◆ WHAT THE TASK ASKS:
Where does the word "route" occur in the material? Copy each line that has it.

◆ GIVEN RECORDS:
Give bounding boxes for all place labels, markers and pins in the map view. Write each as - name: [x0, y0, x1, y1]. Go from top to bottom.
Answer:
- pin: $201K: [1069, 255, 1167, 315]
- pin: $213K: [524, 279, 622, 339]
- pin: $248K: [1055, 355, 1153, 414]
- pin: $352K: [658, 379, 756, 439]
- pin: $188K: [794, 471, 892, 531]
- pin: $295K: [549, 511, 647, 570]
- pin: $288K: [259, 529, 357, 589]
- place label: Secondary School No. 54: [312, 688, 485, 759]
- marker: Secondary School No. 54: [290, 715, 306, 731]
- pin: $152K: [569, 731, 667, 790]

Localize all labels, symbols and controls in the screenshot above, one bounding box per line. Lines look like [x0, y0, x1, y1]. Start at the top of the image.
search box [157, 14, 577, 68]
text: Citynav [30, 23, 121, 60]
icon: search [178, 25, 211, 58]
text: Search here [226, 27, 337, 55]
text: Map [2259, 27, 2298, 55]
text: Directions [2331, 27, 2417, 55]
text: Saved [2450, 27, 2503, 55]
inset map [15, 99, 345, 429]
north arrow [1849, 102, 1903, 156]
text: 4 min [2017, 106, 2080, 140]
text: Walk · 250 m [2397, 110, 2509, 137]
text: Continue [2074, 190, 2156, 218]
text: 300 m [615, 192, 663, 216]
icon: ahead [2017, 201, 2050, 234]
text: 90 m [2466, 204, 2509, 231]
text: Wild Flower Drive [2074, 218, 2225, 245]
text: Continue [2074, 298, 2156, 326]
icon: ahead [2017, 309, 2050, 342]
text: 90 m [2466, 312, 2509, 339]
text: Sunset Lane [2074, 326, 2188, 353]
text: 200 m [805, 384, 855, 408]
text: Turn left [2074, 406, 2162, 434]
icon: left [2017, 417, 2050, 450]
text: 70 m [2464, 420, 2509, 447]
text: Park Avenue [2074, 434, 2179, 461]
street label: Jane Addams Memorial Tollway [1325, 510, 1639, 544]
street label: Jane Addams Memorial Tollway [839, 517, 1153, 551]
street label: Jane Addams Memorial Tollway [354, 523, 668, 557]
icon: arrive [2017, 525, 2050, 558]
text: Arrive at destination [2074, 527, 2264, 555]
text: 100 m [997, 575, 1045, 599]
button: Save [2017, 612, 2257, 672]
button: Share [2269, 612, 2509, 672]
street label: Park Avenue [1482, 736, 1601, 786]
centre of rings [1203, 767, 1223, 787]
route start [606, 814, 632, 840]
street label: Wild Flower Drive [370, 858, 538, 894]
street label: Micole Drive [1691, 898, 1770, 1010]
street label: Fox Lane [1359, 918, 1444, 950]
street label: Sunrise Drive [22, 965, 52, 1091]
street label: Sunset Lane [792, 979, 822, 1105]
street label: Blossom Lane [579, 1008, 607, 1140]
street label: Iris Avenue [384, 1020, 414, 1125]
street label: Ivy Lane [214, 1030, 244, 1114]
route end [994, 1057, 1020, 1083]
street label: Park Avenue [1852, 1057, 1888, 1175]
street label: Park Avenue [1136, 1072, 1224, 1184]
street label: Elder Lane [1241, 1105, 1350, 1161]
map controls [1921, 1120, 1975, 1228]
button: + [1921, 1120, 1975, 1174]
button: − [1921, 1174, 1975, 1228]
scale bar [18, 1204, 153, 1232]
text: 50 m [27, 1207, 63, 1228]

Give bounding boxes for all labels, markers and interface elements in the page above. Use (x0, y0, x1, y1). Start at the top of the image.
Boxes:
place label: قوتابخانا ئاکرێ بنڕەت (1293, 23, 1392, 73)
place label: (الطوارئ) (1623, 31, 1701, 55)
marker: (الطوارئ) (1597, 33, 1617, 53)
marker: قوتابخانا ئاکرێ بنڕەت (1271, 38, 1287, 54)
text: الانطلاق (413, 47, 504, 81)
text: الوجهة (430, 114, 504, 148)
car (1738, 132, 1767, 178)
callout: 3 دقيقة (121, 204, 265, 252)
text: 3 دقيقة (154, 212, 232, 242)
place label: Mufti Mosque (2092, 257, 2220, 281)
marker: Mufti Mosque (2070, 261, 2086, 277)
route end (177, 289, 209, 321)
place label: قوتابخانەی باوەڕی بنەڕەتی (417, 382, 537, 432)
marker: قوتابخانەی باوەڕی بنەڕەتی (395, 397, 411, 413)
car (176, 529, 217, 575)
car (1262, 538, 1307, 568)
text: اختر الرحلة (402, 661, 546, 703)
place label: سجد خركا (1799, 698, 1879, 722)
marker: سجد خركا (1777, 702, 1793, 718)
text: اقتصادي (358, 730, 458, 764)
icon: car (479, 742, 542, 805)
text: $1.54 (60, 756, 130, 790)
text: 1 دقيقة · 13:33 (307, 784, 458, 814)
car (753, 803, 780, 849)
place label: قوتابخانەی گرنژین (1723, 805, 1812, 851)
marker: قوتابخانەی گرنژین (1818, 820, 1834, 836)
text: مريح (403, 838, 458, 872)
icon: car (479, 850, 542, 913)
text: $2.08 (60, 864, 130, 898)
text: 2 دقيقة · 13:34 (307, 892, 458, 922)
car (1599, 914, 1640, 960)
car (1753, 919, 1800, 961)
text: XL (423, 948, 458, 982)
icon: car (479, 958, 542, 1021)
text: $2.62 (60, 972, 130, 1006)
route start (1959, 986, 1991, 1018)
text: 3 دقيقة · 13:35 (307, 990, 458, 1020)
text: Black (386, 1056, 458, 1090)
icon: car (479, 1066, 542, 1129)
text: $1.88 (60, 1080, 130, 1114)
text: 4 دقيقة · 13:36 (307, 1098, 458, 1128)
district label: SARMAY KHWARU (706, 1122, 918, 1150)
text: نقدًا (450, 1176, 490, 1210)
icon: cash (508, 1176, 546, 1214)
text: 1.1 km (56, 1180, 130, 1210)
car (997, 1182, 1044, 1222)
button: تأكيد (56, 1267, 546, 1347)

◆ ANSWER SECTION:
route start [606, 814, 632, 840]
route end [994, 1057, 1020, 1083]
route end (177, 289, 209, 321)
route start (1959, 986, 1991, 1018)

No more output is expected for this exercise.